# Polk PSW10 vs Velodyne VX-10



## Guest (Oct 25, 2007)

Whic of these should i buy ?
my room is approx 15x 15 ft.
and budget low.

Polk PWS10
http://www.polkaudio.com/homeaudio/products/individual/subwoofers/psw10/

Velodyne VX-10
http://www.velodyne.com/products/product.aspx?ID=8&sid=714v429c

Thnx !


----------



## salvasol (Oct 31, 2006)

> Whic of these should i buy ? ...my room is approx 15x 15 ft...and budget low.

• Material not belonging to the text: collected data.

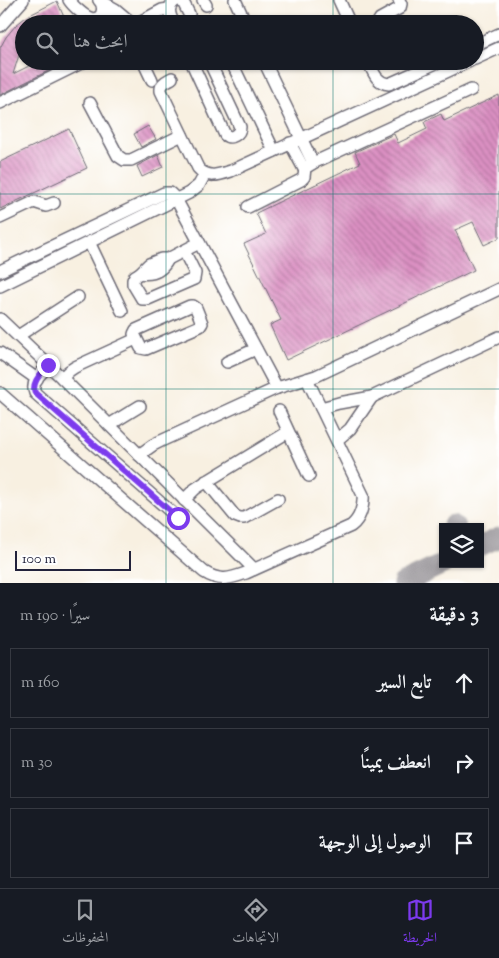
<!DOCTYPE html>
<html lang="ar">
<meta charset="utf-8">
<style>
:root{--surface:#171b24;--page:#20242c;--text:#f1f3f6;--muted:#9ea1a6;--line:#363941;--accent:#7c3aed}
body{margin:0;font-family:"Sorts Mill Goudy",Amiri,serif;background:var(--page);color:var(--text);direction:rtl}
.controls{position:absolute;right:15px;bottom:15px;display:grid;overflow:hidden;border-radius:0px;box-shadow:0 1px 4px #0004}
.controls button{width:45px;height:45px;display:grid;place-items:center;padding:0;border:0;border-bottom:1px solid var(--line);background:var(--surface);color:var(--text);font:25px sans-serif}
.scale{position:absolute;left:15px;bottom:12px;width:116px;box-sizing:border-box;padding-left:5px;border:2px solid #22223b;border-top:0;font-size:14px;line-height:18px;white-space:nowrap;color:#22223b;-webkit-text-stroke:4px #fff;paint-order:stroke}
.stop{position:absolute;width:15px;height:15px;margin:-11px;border:4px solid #7c3aed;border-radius:50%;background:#fff}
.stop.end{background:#7c3aed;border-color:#fff;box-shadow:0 1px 5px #0008}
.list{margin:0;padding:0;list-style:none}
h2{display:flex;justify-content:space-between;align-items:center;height:65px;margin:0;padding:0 20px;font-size:21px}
h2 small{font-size:16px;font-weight:400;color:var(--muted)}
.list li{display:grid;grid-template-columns:32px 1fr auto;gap:15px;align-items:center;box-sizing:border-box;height:70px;margin:0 10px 10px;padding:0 10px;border:1px solid var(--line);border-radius:0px}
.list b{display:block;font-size:19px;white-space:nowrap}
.list em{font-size:16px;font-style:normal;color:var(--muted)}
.icon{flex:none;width:28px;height:28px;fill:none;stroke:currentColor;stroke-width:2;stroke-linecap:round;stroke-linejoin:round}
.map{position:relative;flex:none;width:499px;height:583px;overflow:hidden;direction:ltr}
.search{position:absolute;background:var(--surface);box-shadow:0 1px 4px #0004;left:15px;right:15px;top:15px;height:55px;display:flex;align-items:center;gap:12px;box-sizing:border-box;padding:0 18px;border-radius:28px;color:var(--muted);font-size:19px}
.sheet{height:305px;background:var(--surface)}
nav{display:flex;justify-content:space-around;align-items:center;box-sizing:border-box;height:70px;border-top:1px solid var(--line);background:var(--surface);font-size:14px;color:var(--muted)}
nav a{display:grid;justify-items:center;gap:2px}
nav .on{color:var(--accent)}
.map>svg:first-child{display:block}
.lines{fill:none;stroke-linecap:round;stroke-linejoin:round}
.taxiway{stroke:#8d898e;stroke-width:21}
.building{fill:url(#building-back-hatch)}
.minor-casing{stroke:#6d6a75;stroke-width:14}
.minor{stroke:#fff;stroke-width:11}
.route{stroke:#7c3aed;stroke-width:6}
.grid{fill:none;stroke:#0f766e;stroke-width:1;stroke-opacity:0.55}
</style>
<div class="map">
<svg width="499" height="583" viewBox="0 0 499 583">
<defs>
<pattern id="building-back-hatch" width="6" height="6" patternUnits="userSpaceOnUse" patternTransform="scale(1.25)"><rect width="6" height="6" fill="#db90c2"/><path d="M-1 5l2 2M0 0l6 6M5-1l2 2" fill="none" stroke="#b1759f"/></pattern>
</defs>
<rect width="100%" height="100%" fill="#fff"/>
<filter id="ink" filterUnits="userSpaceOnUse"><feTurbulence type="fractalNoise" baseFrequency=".02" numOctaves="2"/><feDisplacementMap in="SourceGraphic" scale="10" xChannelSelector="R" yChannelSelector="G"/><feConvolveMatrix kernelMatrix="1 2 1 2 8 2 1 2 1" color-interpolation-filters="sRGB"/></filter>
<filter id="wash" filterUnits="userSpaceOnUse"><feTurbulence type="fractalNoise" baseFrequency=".0096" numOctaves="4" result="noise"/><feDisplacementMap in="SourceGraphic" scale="20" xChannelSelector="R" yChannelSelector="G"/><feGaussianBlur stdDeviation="1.12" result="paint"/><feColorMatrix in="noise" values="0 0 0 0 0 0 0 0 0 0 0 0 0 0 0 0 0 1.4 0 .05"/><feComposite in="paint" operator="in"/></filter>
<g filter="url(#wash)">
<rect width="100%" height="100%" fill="#f8f0e1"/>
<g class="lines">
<g class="taxiway">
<path d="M453 525 455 527"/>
<path d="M480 546 499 537"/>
<path d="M403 583 443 564"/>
</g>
</g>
<g id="blocks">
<g class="building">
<path d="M57 1 67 24H24V48L19 55 13 74 39 61H68L0 95V48L6 37 16 25 26 17Z"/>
<path d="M499 95V238L484 245 473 222 455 230 474 270 286 360 270 325 281 320 244 244 266 234 256 213 360 163 355 152 394 134 398 143 427 129 424 122 441 114 444 121Z"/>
<path d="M148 126 156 139 141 147 134 134Z"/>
<path d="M69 129 87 168 0 209V162Z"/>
<path d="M158 155 163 167 142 177 137 166Z"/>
</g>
</g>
</g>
<g filter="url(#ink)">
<use href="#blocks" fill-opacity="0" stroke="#6d6a75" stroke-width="1"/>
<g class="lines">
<g class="minor-casing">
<g id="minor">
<path d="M69 0C72 5 84 16 90 18 102 22 106 8 99 0"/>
<path d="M99 0 115 9 133 24"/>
<path d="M182 0 189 14"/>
<path d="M203 0 206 5"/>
<path d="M235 0 246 24"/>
<path d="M339 0 350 24"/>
<path d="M102 14 108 16 120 24"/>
<path d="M136 24 162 10 169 9"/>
<path d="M174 24C169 14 166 6 177 0"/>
<path d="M377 24 380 19 400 8 401 4 399 0"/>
<path d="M0 26 23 0"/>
<path d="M475 45 499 34"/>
<path d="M475 59 499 48"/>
<path d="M143 61 152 80"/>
<path d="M191 61 225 135C231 140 240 134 240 127L209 61"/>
<path d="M231 61 274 151"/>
<path d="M264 61 313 163"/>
<path d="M368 61C373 71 376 83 389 84L441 61"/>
<path d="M172 78C167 81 160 83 161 91L198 168C207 179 219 175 231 171L470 61"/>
<path d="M0 103 85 61"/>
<path d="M90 103 118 156 124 160H131L182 135"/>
<path d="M290 143 304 169"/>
<path d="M248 207 301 180 304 177 305 168 313 163 471 90"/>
<path d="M0 218 34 202 46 206 54 203"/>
<path d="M89 242 122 311"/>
<path d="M184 251 195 273 194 279 148 299H142L133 284V280L135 276 140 273 149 264 161 259H168L199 243"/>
<path d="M0 271 164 193H170L176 199 277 388"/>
<path d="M140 273C153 275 162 271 168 259"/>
<path d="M0 286 189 193 199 185 205 174"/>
<path d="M190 306H193L196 308 202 323 200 326 146 349 141 348 134 334 136 330Z"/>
<path d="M0 319 62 378 254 569"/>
<path d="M18 336 78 297"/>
<path d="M0 353 37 379"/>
<path d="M227 362 256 349"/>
<path d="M49 365C42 373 30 381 35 393L178 518"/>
<path d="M62 378 69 371 75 367 136 339"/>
<path d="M0 393 204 572C220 582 229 579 246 573L351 526C360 519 364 506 363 495L307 379"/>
<path d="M321 408 339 403 372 397 499 337"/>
<path d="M279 411 309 476"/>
<path d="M109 425 140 406"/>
<path d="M337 440 350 429 372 397"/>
<path d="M139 455 153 445 161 441 277 388 316 376 499 289"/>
<path d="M206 481 235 516 240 518H244L278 499"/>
<path d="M184 500 195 489 201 485 288 432"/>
</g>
</g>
<use href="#minor" class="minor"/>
</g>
</g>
<g class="lines" filter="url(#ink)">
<path class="route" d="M48 365C42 373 31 382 35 393L178 518"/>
</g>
<path class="grid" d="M166 0V24M333 0V24M166 61V583M333 61V583M0 194H499M0 389H499"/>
</svg>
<div class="controls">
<button><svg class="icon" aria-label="layers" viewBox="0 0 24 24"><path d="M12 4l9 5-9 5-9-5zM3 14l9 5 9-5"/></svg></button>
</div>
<div class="scale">100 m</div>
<div class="stop" style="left:178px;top:518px"></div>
<div class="stop end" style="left:48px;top:365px"></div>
<div class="search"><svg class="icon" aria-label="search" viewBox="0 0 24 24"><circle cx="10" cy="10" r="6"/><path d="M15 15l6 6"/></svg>ابحث هنا</div>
</div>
<section class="sheet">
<h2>3 دقيقة<small>سيرًا · 190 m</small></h2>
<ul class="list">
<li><svg class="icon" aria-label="ahead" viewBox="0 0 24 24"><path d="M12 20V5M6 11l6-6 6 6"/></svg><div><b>تابع السير</b></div><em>160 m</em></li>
<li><svg class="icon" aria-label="right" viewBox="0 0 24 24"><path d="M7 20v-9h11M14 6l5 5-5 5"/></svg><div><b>انعطف يمينًا</b></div><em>30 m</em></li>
<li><svg class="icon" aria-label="arrive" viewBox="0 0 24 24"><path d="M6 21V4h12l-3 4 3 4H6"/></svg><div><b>الوصول إلى الوجهة</b></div></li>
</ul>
</section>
<nav>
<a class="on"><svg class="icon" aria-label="map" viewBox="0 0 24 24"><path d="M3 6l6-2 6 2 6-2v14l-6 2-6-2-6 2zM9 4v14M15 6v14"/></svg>الخريطة</a>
<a><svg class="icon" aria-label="directions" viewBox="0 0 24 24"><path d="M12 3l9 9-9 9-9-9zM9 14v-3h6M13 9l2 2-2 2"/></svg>الاتجاهات</a>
<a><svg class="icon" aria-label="saved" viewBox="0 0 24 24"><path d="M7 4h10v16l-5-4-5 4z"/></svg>المحفوظات</a>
</nav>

How low is your Budget??? 

I own the Velodyne VRP1000 ($260.00 at Circuit City) ... according to specifications is better than VX10,
I'm happy with this sub ... 

You need to consider your room size when choosing the sub, if you get it to small maybe you won't be happy with the sound ...My room is 9 x 18 x 8 (smaller than yours) and I have two subs (one in the front and one in the back) ... but every room is different and our listening habits too ... I like to feel all explosions, crashes, bombs, etc. ... :bigsmile::bigsmile:

You can try one, and if your not satisfied and later on your budget allow you ... you can get another or something bigger ... :yes::yes:


----------



## jackfish (Dec 27, 2006)

Infinity PS10 $180
Infinity PS210 $200
Infinity PS212 $300

The Infinity PS210 is a better subwoofer than either the Polk PSW10 or Velodyne VX-10. More power, deeper bass reproduction.
http://www.infinitysystems.com/home...SU&ser=PSS&Language=ENG&Region=USA&Country=US


----------



## Sonnie (Apr 11, 2006)

We offer the Velodyne VRP1000 at the Shack Store for $244.

And the Infinity PS210 is less that that.


----------



## Scuba Diver (Sep 28, 2007)

I have owned my Velodyne powered sub for 6 years and it plays like new. I think it produces great sound for the price.


----------